Collected data entries
== Segment start ==

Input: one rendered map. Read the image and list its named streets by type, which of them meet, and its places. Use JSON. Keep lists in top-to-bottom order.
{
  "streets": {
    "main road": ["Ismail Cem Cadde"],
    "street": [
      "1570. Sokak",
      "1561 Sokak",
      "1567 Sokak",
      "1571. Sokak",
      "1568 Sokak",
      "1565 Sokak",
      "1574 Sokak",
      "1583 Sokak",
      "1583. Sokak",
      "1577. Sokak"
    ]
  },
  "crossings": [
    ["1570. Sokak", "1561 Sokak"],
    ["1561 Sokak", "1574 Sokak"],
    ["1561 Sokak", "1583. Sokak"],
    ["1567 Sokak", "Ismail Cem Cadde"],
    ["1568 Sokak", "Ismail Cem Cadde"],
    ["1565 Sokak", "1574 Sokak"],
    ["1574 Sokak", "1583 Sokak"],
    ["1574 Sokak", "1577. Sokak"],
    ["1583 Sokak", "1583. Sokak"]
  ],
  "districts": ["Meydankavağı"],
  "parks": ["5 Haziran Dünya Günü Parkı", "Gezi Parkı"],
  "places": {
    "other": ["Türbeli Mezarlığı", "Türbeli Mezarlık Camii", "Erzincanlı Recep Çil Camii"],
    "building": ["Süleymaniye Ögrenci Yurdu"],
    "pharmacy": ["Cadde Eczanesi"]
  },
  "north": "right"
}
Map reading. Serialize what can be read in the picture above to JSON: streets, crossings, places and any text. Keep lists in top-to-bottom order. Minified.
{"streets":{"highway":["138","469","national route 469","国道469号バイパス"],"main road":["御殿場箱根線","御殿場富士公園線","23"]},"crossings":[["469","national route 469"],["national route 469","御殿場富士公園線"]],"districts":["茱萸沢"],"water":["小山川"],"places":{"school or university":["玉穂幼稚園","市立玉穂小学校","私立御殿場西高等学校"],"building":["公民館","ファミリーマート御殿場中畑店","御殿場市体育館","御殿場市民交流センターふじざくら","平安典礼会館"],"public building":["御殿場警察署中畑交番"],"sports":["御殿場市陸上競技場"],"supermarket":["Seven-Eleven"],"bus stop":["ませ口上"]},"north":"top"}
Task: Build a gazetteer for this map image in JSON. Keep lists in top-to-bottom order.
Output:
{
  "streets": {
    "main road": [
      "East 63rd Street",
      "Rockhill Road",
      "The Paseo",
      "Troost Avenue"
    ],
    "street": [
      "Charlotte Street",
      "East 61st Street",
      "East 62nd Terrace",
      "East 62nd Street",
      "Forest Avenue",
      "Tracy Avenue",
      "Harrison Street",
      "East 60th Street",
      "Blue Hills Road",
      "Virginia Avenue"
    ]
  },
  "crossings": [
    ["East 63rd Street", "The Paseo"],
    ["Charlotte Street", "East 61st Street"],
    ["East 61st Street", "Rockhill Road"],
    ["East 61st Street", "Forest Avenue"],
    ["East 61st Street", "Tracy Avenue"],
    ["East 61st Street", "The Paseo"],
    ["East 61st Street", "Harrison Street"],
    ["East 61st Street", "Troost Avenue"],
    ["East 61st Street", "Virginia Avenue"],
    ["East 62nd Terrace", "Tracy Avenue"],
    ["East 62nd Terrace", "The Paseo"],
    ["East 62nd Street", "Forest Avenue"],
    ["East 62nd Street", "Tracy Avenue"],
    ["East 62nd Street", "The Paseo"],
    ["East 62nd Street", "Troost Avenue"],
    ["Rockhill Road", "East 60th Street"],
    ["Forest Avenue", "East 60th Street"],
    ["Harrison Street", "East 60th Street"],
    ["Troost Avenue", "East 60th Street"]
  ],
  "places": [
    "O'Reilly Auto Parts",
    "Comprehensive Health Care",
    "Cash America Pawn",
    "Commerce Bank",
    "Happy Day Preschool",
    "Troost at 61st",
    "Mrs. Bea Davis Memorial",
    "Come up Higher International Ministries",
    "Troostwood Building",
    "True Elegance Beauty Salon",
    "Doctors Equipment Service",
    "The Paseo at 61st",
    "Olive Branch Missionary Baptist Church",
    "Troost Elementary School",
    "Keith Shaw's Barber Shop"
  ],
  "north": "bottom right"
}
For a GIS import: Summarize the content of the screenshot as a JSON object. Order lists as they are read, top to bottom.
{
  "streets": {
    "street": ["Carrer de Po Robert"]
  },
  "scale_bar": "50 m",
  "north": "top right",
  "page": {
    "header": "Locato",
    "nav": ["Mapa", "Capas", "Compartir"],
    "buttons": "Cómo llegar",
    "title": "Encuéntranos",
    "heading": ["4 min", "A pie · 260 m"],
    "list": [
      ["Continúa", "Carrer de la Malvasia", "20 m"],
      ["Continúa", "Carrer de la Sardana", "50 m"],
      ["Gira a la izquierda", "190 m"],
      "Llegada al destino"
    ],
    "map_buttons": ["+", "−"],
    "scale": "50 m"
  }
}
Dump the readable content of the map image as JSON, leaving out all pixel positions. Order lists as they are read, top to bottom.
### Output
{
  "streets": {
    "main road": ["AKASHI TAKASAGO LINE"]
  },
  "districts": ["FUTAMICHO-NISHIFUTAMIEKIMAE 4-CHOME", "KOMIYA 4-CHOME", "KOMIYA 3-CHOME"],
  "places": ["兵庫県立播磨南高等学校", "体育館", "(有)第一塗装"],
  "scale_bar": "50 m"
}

== Segment end ==

EXERCISE GOAL
The full set of records should be duplicated exactly.

TASK RESPONSE
Input: one rendered map. Read the image and list its named streets by type, which of them meet, and its places. Use JSON. Keep lists in top-to-bottom order.
{
  "streets": {
    "main road": ["Ismail Cem Cadde"],
    "street": [
      "1570. Sokak",
      "1561 Sokak",
      "1567 Sokak",
      "1571. Sokak",
      "1568 Sokak",
      "1565 Sokak",
      "1574 Sokak",
      "1583 Sokak",
      "1583. Sokak",
      "1577. Sokak"
    ]
  },
  "crossings": [
    ["1570. Sokak", "1561 Sokak"],
    ["1561 Sokak", "1574 Sokak"],
    ["1561 Sokak", "1583. Sokak"],
    ["1567 Sokak", "Ismail Cem Cadde"],
    ["1568 Sokak", "Ismail Cem Cadde"],
    ["1565 Sokak", "1574 Sokak"],
    ["1574 Sokak", "1583 Sokak"],
    ["1574 Sokak", "1577. Sokak"],
    ["1583 Sokak", "1583. Sokak"]
  ],
  "districts": ["Meydankavağı"],
  "parks": ["5 Haziran Dünya Günü Parkı", "Gezi Parkı"],
  "places": {
    "other": ["Türbeli Mezarlığı", "Türbeli Mezarlık Camii", "Erzincanlı Recep Çil Camii"],
    "building": ["Süleymaniye Ögrenci Yurdu"],
    "pharmacy": ["Cadde Eczanesi"]
  },
  "north": "right"
}
Map reading. Serialize what can be read in the picture above to JSON: streets, crossings, places and any text. Keep lists in top-to-bottom order. Minified.
{"streets":{"highway":["138","469","national route 469","国道469号バイパス"],"main road":["御殿場箱根線","御殿場富士公園線","23"]},"crossings":[["469","national route 469"],["national route 469","御殿場富士公園線"]],"districts":["茱萸沢"],"water":["小山川"],"places":{"school or university":["玉穂幼稚園","市立玉穂小学校","私立御殿場西高等学校"],"building":["公民館","ファミリーマート御殿場中畑店","御殿場市体育館","御殿場市民交流センターふじざくら","平安典礼会館"],"public building":["御殿場警察署中畑交番"],"sports":["御殿場市陸上競技場"],"supermarket":["Seven-Eleven"],"bus stop":["ませ口上"]},"north":"top"}
Task: Build a gazetteer for this map image in JSON. Keep lists in top-to-bottom order.
Output:
{
  "streets": {
    "main road": [
      "East 63rd Street",
      "Rockhill Road",
      "The Paseo",
      "Troost Avenue"
    ],
    "street": [
      "Charlotte Street",
      "East 61st Street",
      "East 62nd Terrace",
      "East 62nd Street",
      "Forest Avenue",
      "Tracy Avenue",
      "Harrison Street",
      "East 60th Street",
      "Blue Hills Road",
      "Virginia Avenue"
    ]
  },
  "crossings": [
    ["East 63rd Street", "The Paseo"],
    ["Charlotte Street", "East 61st Street"],
    ["East 61st Street", "Rockhill Road"],
    ["East 61st Street", "Forest Avenue"],
    ["East 61st Street", "Tracy Avenue"],
    ["East 61st Street", "The Paseo"],
    ["East 61st Street", "Harrison Street"],
    ["East 61st Street", "Troost Avenue"],
    ["East 61st Street", "Virginia Avenue"],
    ["East 62nd Terrace", "Tracy Avenue"],
    ["East 62nd Terrace", "The Paseo"],
    ["East 62nd Street", "Forest Avenue"],
    ["East 62nd Street", "Tracy Avenue"],
    ["East 62nd Street", "The Paseo"],
    ["East 62nd Street", "Troost Avenue"],
    ["Rockhill Road", "East 60th Street"],
    ["Forest Avenue", "East 60th Street"],
    ["Harrison Street", "East 60th Street"],
    ["Troost Avenue", "East 60th Street"]
  ],
  "places": [
    "O'Reilly Auto Parts",
    "Comprehensive Health Care",
    "Cash America Pawn",
    "Commerce Bank",
    "Happy Day Preschool",
    "Troost at 61st",
    "Mrs. Bea Davis Memorial",
    "Come up Higher International Ministries",
    "Troostwood Building",
    "True Elegance Beauty Salon",
    "Doctors Equipment Service",
    "The Paseo at 61st",
    "Olive Branch Missionary Baptist Church",
    "Troost Elementary School",
    "Keith Shaw's Barber Shop"
  ],
  "north": "bottom right"
}
For a GIS import: Summarize the content of the screenshot as a JSON object. Order lists as they are read, top to bottom.
{
  "streets": {
    "street": ["Carrer de Po Robert"]
  },
  "scale_bar": "50 m",
  "north": "top right",
  "page": {
    "header": "Locato",
    "nav": ["Mapa", "Capas", "Compartir"],
    "buttons": "Cómo llegar",
    "title": "Encuéntranos",
    "heading": ["4 min", "A pie · 260 m"],
    "list": [
      ["Continúa", "Carrer de la Malvasia", "20 m"],
      ["Continúa", "Carrer de la Sardana", "50 m"],
      ["Gira a la izquierda", "190 m"],
      "Llegada al destino"
    ],
    "map_buttons": ["+", "−"],
    "scale": "50 m"
  }
}
Dump the readable content of the map image as JSON, leaving out all pixel positions. Order lists as they are read, top to bottom.
### Output
{
  "streets": {
    "main road": ["AKASHI TAKASAGO LINE"]
  },
  "districts": ["FUTAMICHO-NISHIFUTAMIEKIMAE 4-CHOME", "KOMIYA 4-CHOME", "KOMIYA 3-CHOME"],
  "places": ["兵庫県立播磨南高等学校", "体育館", "(有)第一塗装"],
  "scale_bar": "50 m"
}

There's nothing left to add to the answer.